TASK STATEMENT
Please copy exactly the lines that run from the start of the entries to the line containing "function drawText(font, color, halo, rows, align", inclusive.

Collected data entries:
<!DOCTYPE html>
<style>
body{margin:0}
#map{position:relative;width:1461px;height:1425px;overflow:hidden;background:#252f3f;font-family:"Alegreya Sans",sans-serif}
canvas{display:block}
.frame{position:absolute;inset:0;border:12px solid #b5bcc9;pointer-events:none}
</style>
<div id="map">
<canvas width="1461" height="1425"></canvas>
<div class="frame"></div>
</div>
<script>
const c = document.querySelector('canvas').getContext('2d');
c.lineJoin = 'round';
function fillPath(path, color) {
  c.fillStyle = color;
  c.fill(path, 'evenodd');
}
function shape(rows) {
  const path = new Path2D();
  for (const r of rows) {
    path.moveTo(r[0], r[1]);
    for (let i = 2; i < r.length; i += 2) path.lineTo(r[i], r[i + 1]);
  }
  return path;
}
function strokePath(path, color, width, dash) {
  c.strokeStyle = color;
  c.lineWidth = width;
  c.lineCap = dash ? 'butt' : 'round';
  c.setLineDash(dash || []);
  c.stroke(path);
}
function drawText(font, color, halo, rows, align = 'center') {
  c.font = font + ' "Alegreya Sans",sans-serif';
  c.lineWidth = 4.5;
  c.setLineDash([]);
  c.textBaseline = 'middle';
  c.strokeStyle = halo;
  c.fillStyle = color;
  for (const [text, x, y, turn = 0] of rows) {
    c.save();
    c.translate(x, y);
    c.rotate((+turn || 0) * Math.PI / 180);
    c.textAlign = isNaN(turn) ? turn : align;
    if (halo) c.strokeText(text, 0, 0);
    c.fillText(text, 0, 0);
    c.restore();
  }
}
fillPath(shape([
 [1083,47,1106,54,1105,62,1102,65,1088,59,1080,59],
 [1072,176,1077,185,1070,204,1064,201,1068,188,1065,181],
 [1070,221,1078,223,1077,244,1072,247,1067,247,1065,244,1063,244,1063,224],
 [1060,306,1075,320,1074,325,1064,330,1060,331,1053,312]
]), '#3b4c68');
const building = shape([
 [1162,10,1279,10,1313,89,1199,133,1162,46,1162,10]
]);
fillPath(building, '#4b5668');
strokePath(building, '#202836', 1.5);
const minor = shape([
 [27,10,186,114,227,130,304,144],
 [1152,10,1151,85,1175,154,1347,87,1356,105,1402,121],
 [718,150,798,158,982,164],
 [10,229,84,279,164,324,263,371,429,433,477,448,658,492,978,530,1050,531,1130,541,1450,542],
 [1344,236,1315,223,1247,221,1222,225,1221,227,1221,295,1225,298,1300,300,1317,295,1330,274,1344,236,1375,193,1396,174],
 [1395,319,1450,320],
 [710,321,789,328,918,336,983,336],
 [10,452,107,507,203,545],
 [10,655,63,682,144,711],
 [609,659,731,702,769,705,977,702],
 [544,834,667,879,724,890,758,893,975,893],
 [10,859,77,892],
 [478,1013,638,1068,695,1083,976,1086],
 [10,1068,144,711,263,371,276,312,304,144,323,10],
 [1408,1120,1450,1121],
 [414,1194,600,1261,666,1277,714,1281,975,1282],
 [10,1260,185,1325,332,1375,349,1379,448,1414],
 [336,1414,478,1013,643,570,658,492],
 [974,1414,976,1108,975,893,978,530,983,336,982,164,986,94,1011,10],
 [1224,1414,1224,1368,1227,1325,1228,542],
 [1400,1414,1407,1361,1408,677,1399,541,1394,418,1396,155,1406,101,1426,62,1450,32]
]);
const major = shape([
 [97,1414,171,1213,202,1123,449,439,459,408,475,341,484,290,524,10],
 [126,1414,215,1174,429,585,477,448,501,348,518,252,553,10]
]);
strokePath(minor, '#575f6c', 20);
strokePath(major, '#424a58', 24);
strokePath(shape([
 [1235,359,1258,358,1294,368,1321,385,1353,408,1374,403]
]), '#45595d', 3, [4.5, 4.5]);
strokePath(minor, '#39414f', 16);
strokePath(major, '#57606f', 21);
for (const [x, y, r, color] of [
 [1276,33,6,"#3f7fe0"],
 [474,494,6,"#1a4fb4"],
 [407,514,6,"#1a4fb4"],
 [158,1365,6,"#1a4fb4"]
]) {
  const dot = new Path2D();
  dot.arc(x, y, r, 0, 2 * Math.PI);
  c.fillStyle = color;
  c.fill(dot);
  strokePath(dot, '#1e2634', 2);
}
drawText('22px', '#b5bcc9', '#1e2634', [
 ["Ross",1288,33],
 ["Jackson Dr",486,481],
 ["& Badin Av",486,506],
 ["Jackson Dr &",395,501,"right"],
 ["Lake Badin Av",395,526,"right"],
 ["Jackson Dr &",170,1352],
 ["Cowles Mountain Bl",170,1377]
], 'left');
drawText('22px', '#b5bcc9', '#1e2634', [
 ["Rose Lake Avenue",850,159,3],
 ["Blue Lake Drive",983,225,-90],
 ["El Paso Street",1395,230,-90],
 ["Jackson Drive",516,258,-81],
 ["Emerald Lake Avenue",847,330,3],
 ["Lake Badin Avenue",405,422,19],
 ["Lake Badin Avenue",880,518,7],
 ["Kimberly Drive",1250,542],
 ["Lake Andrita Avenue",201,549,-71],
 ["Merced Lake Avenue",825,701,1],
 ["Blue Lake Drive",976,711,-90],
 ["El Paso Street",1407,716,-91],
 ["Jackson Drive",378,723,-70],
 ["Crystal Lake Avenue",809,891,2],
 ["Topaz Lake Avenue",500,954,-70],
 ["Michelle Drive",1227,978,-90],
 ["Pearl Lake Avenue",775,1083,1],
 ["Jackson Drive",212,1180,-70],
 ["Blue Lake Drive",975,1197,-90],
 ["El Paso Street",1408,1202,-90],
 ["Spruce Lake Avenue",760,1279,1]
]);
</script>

OUTPUT OF THE TASK
<!DOCTYPE html>
<style>
body{margin:0}
#map{position:relative;width:1461px;height:1425px;overflow:hidden;background:#252f3f;font-family:"Alegreya Sans",sans-serif}
canvas{display:block}
.frame{position:absolute;inset:0;border:12px solid #b5bcc9;pointer-events:none}
</style>
<div id="map">
<canvas width="1461" height="1425"></canvas>
<div class="frame"></div>
</div>
<script>
const c = document.querySelector('canvas').getContext('2d');
c.lineJoin = 'round';
function fillPath(path, color) {
  c.fillStyle = color;
  c.fill(path, 'evenodd');
}
function shape(rows) {
  const path = new Path2D();
  for (const r of rows) {
    path.moveTo(r[0], r[1]);
    for (let i = 2; i < r.length; i += 2) path.lineTo(r[i], r[i + 1]);
  }
  return path;
}
function strokePath(path, color, width, dash) {
  c.strokeStyle = color;
  c.lineWidth = width;
  c.lineCap = dash ? 'butt' : 'round';
  c.setLineDash(dash || []);
  c.stroke(path);
}
function drawText(font, color, halo, rows, align = 'center') {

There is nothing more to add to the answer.